In full and word for word, return the listing that follows.

- [DATA SEGMENT]:
* * *

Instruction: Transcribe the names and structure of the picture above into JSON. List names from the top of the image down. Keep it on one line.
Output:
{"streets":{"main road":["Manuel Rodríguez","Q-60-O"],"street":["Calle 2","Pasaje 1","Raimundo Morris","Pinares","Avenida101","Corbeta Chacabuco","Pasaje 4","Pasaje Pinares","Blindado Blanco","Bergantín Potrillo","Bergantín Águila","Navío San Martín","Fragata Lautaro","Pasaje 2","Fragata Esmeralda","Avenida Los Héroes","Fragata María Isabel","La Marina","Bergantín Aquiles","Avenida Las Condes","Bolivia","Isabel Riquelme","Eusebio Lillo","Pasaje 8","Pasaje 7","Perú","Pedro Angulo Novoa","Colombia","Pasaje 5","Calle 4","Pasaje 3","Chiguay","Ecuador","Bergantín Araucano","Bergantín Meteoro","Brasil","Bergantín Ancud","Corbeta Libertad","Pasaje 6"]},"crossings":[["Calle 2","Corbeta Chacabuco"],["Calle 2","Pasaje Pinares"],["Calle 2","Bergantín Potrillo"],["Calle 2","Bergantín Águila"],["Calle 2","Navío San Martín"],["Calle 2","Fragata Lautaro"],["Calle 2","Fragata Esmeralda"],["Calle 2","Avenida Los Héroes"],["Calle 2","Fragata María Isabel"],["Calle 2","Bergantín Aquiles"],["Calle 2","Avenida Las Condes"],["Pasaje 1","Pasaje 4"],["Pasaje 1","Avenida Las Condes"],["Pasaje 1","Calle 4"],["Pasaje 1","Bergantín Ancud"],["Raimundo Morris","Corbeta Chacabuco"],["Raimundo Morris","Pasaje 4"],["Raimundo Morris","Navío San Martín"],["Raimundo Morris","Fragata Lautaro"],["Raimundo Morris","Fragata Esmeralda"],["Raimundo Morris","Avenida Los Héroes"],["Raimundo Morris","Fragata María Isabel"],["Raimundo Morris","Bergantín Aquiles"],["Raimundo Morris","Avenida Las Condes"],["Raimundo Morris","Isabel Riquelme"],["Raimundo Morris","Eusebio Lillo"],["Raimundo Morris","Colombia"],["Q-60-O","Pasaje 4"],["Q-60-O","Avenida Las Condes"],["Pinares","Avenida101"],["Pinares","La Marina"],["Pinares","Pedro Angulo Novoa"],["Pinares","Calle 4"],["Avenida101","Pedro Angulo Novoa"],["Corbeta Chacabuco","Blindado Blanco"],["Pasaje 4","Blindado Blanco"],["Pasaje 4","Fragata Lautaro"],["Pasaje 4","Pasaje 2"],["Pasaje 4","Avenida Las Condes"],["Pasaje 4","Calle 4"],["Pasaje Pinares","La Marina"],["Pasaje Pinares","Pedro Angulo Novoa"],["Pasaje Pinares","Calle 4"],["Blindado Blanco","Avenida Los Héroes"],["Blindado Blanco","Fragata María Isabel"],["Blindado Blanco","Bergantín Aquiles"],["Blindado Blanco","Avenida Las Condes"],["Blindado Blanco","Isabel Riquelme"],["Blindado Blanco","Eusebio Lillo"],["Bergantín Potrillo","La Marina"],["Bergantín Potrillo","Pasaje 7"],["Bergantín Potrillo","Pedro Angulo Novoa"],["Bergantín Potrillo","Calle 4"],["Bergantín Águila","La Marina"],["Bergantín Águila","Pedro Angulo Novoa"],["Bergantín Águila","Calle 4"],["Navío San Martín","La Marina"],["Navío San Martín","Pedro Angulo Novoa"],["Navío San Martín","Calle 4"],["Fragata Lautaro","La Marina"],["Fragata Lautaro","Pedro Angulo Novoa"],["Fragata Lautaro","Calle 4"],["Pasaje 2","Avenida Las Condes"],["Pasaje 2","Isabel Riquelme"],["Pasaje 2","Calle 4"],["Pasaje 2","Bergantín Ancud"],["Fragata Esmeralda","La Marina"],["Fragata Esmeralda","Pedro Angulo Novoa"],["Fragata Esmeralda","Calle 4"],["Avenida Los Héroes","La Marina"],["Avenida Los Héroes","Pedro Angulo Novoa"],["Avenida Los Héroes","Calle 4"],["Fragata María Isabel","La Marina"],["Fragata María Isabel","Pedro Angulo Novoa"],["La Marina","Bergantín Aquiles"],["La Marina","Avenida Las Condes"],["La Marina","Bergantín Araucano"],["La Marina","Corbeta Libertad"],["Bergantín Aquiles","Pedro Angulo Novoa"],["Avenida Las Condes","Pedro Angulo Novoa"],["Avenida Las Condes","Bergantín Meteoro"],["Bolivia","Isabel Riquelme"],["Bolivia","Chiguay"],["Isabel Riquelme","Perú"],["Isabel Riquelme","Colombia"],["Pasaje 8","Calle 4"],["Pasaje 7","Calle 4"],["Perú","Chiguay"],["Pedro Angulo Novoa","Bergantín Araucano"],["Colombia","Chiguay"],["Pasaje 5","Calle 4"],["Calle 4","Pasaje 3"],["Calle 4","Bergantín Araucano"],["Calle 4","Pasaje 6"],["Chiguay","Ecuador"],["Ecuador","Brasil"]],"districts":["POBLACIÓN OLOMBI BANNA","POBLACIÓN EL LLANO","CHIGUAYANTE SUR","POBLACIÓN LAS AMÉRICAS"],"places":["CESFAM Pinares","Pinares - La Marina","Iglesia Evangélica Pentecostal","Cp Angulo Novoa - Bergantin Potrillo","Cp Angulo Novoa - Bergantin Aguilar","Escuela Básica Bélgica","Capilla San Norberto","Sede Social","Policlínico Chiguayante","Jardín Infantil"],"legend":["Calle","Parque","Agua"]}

* * *

- [TASK RESULT]:
Instruction: Transcribe the names and structure of the picture above into JSON. List names from the top of the image down. Keep it on one line.
Output:
{"streets":{"main road":["Manuel Rodríguez","Q-60-O"],"street":["Calle 2","Pasaje 1","Raimundo Morris","Pinares","Avenida101","Corbeta Chacabuco","Pasaje 4","Pasaje Pinares","Blindado Blanco","Bergantín Potrillo","Bergantín Águila","Navío San Martín","Fragata Lautaro","Pasaje 2","Fragata Esmeralda","Avenida Los Héroes","Fragata María Isabel","La Marina","Bergantín Aquiles","Avenida Las Condes","Bolivia","Isabel Riquelme","Eusebio Lillo","Pasaje 8","Pasaje 7","Perú","Pedro Angulo Novoa","Colombia","Pasaje 5","Calle 4","Pasaje 3","Chiguay","Ecuador","Bergantín Araucano","Bergantín Meteoro","Brasil","Bergantín Ancud","Corbeta Libertad","Pasaje 6"]},"crossings":[["Calle 2","Corbeta Chacabuco"],["Calle 2","Pasaje Pinares"],["Calle 2","Bergantín Potrillo"],["Calle 2","Bergantín Águila"],["Calle 2","Navío San Martín"],["Calle 2","Fragata Lautaro"],["Calle 2","Fragata Esmeralda"],["Calle 2","Avenida Los Héroes"],["Calle 2","Fragata María Isabel"],["Calle 2","Bergantín Aquiles"],["Calle 2","Avenida Las Condes"],["Pasaje 1","Pasaje 4"],["Pasaje 1","Avenida Las Condes"],["Pasaje 1","Calle 4"],["Pasaje 1","Bergantín Ancud"],["Raimundo Morris","Corbeta Chacabuco"],["Raimundo Morris","Pasaje 4"],["Raimundo Morris","Navío San Martín"],["Raimundo Morris","Fragata Lautaro"],["Raimundo Morris","Fragata Esmeralda"],["Raimundo Morris","Avenida Los Héroes"],["Raimundo Morris","Fragata María Isabel"],["Raimundo Morris","Bergantín Aquiles"],["Raimundo Morris","Avenida Las Condes"],["Raimundo Morris","Isabel Riquelme"],["Raimundo Morris","Eusebio Lillo"],["Raimundo Morris","Colombia"],["Q-60-O","Pasaje 4"],["Q-60-O","Avenida Las Condes"],["Pinares","Avenida101"],["Pinares","La Marina"],["Pinares","Pedro Angulo Novoa"],["Pinares","Calle 4"],["Avenida101","Pedro Angulo Novoa"],["Corbeta Chacabuco","Blindado Blanco"],["Pasaje 4","Blindado Blanco"],["Pasaje 4","Fragata Lautaro"],["Pasaje 4","Pasaje 2"],["Pasaje 4","Avenida Las Condes"],["Pasaje 4","Calle 4"],["Pasaje Pinares","La Marina"],["Pasaje Pinares","Pedro Angulo Novoa"],["Pasaje Pinares","Calle 4"],["Blindado Blanco","Avenida Los Héroes"],["Blindado Blanco","Fragata María Isabel"],["Blindado Blanco","Bergantín Aquiles"],["Blindado Blanco","Avenida Las Condes"],["Blindado Blanco","Isabel Riquelme"],["Blindado Blanco","Eusebio Lillo"],["Bergantín Potrillo","La Marina"],["Bergantín Potrillo","Pasaje 7"],["Bergantín Potrillo","Pedro Angulo Novoa"],["Bergantín Potrillo","Calle 4"],["Bergantín Águila","La Marina"],["Bergantín Águila","Pedro Angulo Novoa"],["Bergantín Águila","Calle 4"],["Navío San Martín","La Marina"],["Navío San Martín","Pedro Angulo Novoa"],["Navío San Martín","Calle 4"],["Fragata Lautaro","La Marina"],["Fragata Lautaro","Pedro Angulo Novoa"],["Fragata Lautaro","Calle 4"],["Pasaje 2","Avenida Las Condes"],["Pasaje 2","Isabel Riquelme"],["Pasaje 2","Calle 4"],["Pasaje 2","Bergantín Ancud"],["Fragata Esmeralda","La Marina"],["Fragata Esmeralda","Pedro Angulo Novoa"],["Fragata Esmeralda","Calle 4"],["Avenida Los Héroes","La Marina"],["Avenida Los Héroes","Pedro Angulo Novoa"],["Avenida Los Héroes","Calle 4"],["Fragata María Isabel","La Marina"],["Fragata María Isabel","Pedro Angulo Novoa"],["La Marina","Bergantín Aquiles"],["La Marina","Avenida Las Condes"],["La Marina","Bergantín Araucano"],["La Marina","Corbeta Libertad"],["Bergantín Aquiles","Pedro Angulo Novoa"],["Avenida Las Condes","Pedro Angulo Novoa"],["Avenida Las Condes","Bergantín Meteoro"],["Bolivia","Isabel Riquelme"],["Bolivia","Chiguay"],["Isabel Riquelme","Perú"],["Isabel Riquelme","Colombia"],["Pasaje 8","Calle 4"],["Pasaje 7","Calle 4"],["Perú","Chiguay"],["Pedro Angulo Novoa","Bergantín Araucano"],["Colombia","Chiguay"],["Pasaje 5","Calle 4"],["Calle 4","Pasaje 3"],["Calle 4","Bergantín Araucano"],["Calle 4","Pasaje 6"],["Chiguay","Ecuador"],["Ecuador","Brasil"]],"districts":["POBLACIÓN OLOMBI BANNA","POBLACIÓN EL LLANO","CHIGUAYANTE SUR","POBLACIÓN LAS AMÉRICAS"],"places":["CESFAM Pinares","Pinares - La Marina","Iglesia Evangélica Pentecostal","Cp Angulo Novoa - Bergantin Potrillo","Cp Angulo Novoa - Bergantin Aguilar","Escuela Básica Bélgica","Capilla San Norberto","Sede Social","Policlínico Chiguayante","Jardín Infantil"],"legend":["Calle","Parque","Agua"]}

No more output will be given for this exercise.